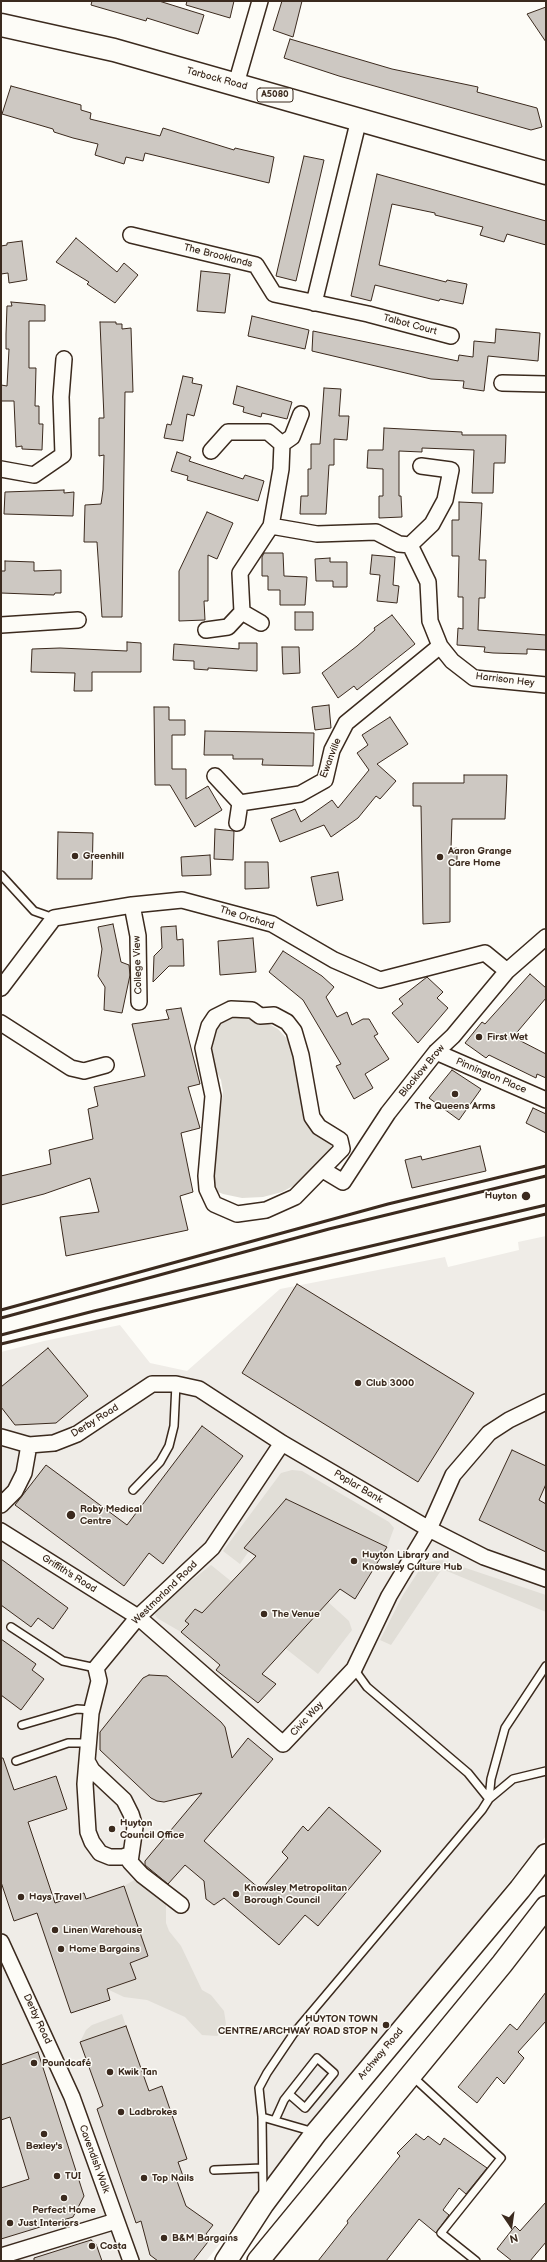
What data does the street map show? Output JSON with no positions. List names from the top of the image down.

* * *

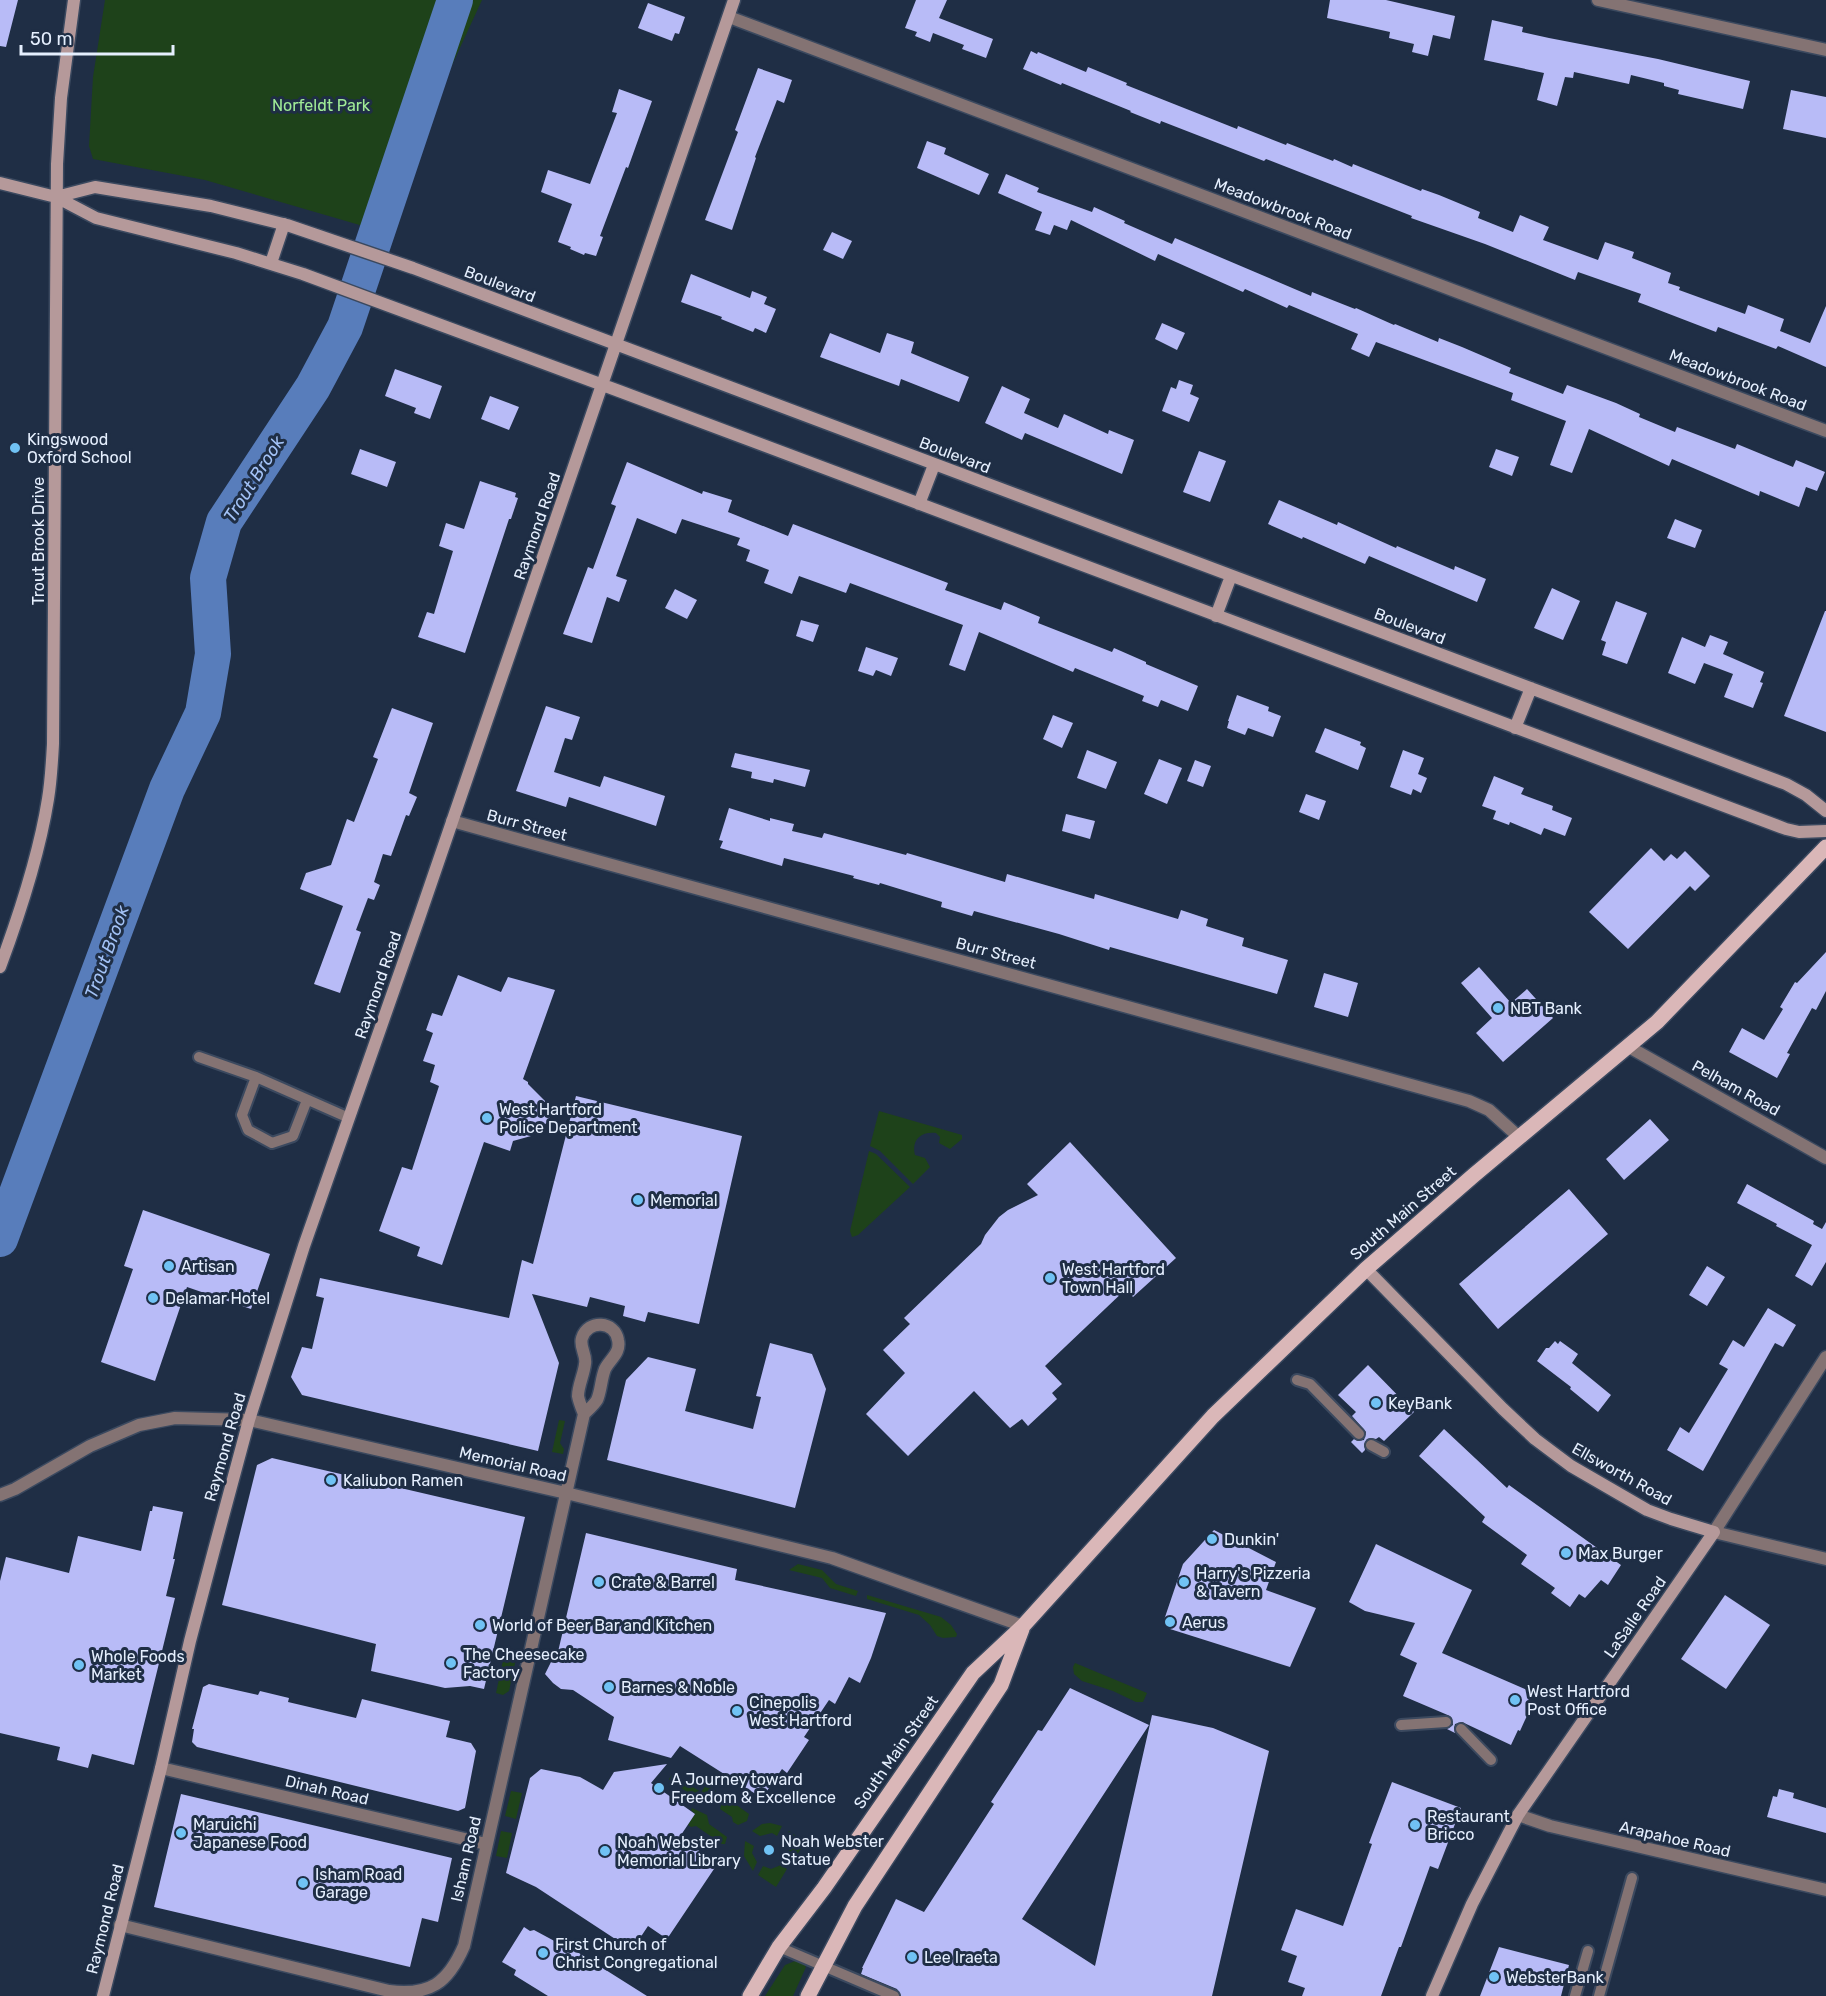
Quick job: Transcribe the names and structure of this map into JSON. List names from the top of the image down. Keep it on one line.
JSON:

### [ABOUT THIS TASK]
Wherever a line above contains "List", copy that line.

### [EXERCISE RESULT]
What data does the street map show? Output JSON with no positions. List names from the top of the image down.
Quick job: Transcribe the names and structure of this map into JSON. List names from the top of the image down. Keep it on one line.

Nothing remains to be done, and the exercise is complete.